▶ _THE TASK_
Any image in the records should be left out; output everything else exactly.

BEGIN DATA PROVIDED

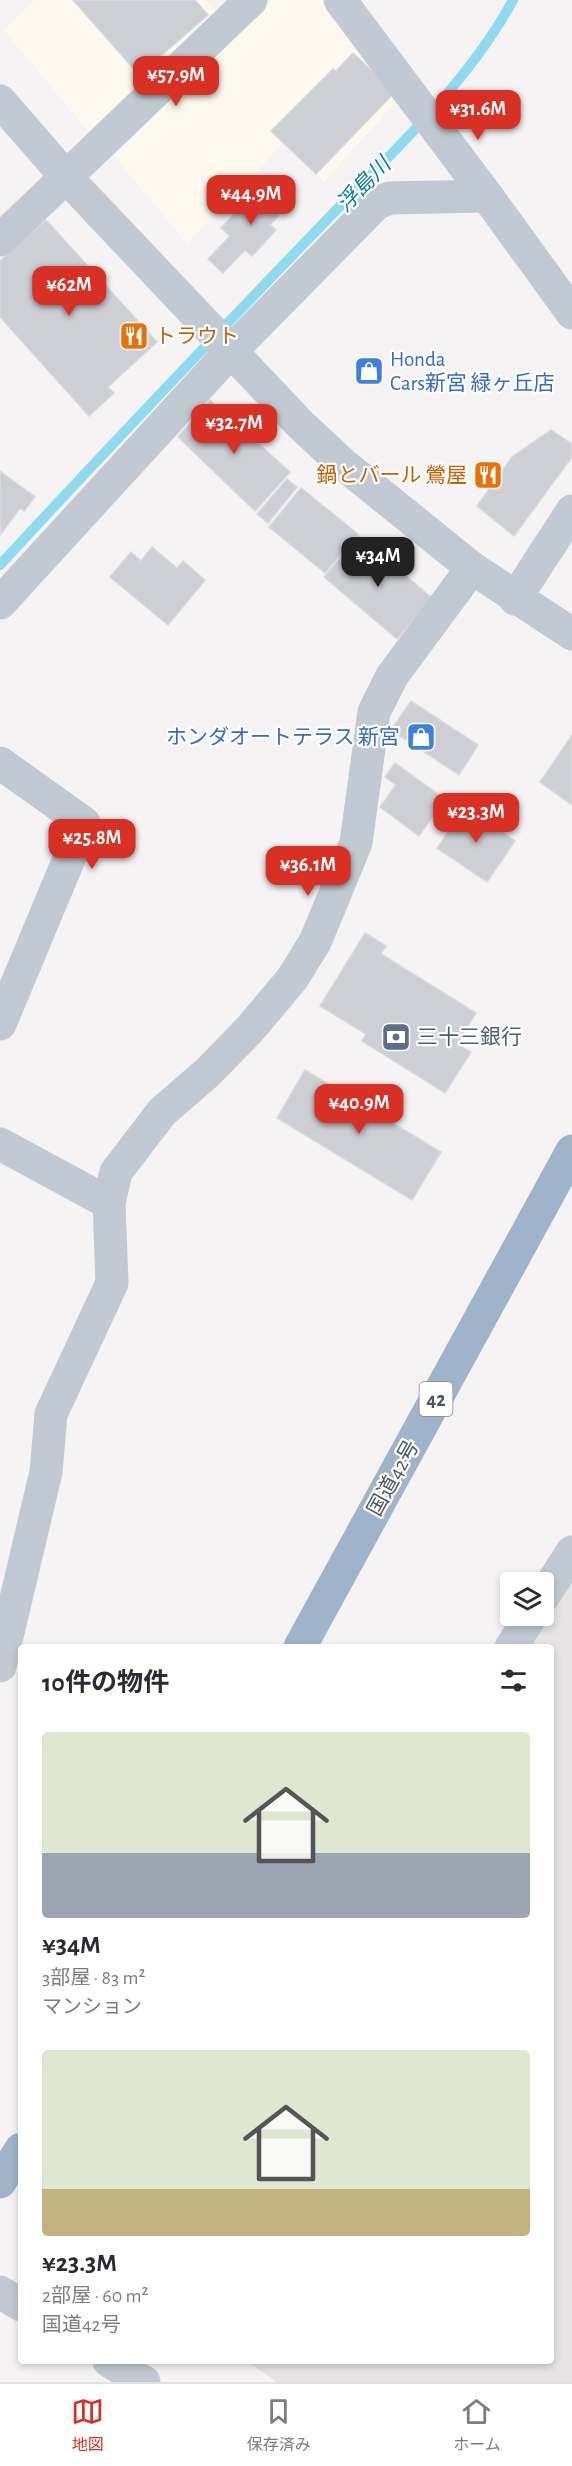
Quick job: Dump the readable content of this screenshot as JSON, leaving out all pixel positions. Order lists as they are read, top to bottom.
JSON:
{
  "streets": {
    "highway": ["42", "国道42号"]
  },
  "water": ["浮島川"],
  "places": {
    "restaurant": ["トラウト", "鍋とバール 鶯屋"],
    "shop": ["Honda Cars新宮 緑ヶ丘店", "ホンダオートテラス 新宮"],
    "bank": ["三十三銀行"]
  },
  "page": {
    "price": [
      "¥57.9M",
      "¥31.6M",
      "¥44.9M",
      "¥62M",
      "¥32.7M",
      "¥34M",
      "¥23.3M",
      "¥25.8M",
      "¥36.1M",
      "¥40.9M"
    ],
    "heading": "10件の物件",
    "list": [
      {
        "name": "¥34M",
        "note": "3部屋 · 83 m² · マンション"
      },
      {
        "name": "¥23.3M",
        "note": "2部屋 · 60 m² · 国道42号"
      }
    ],
    "tabs": ["地図", "保存済み", "ホーム"]
  }
}
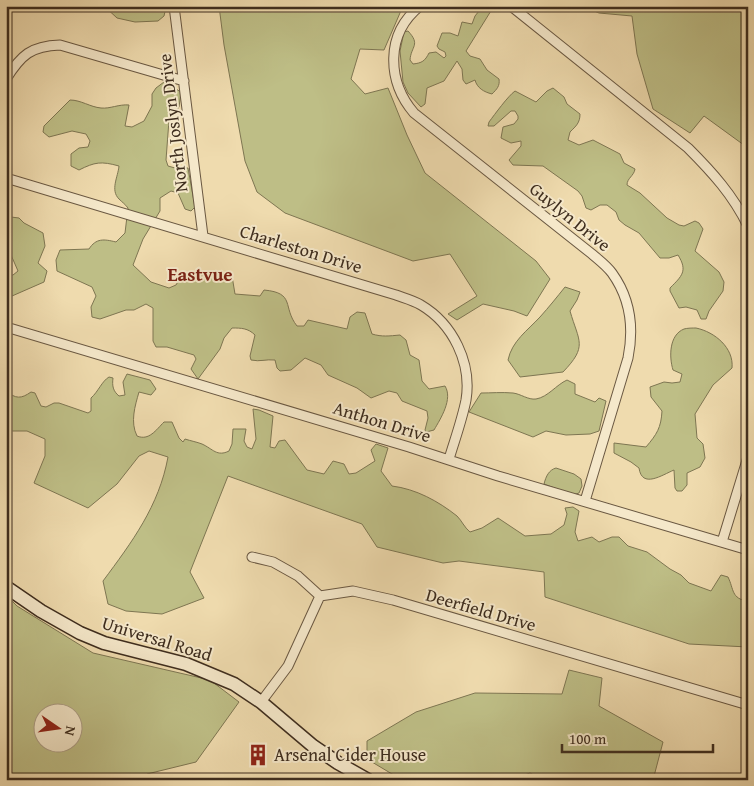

END DATA PROVIDED

▶ _RESPONSE AREA_
Quick job: Dump the readable content of this screenshot as JSON, leaving out all pixel positions. Order lists as they are read, top to bottom.
JSON:
{
  "streets": {
    "highway": ["42", "国道42号"]
  },
  "water": ["浮島川"],
  "places": {
    "restaurant": ["トラウト", "鍋とバール 鶯屋"],
    "shop": ["Honda Cars新宮 緑ヶ丘店", "ホンダオートテラス 新宮"],
    "bank": ["三十三銀行"]
  },
  "page": {
    "price": [
      "¥57.9M",
      "¥31.6M",
      "¥44.9M",
      "¥62M",
      "¥32.7M",
      "¥34M",
      "¥23.3M",
      "¥25.8M",
      "¥36.1M",
      "¥40.9M"
    ],
    "heading": "10件の物件",
    "list": [
      {
        "name": "¥34M",
        "note": "3部屋 · 83 m² · マンション"
      },
      {
        "name": "¥23.3M",
        "note": "2部屋 · 60 m² · 国道42号"
      }
    ],
    "tabs": ["地図", "保存済み", "ホーム"]
  }
}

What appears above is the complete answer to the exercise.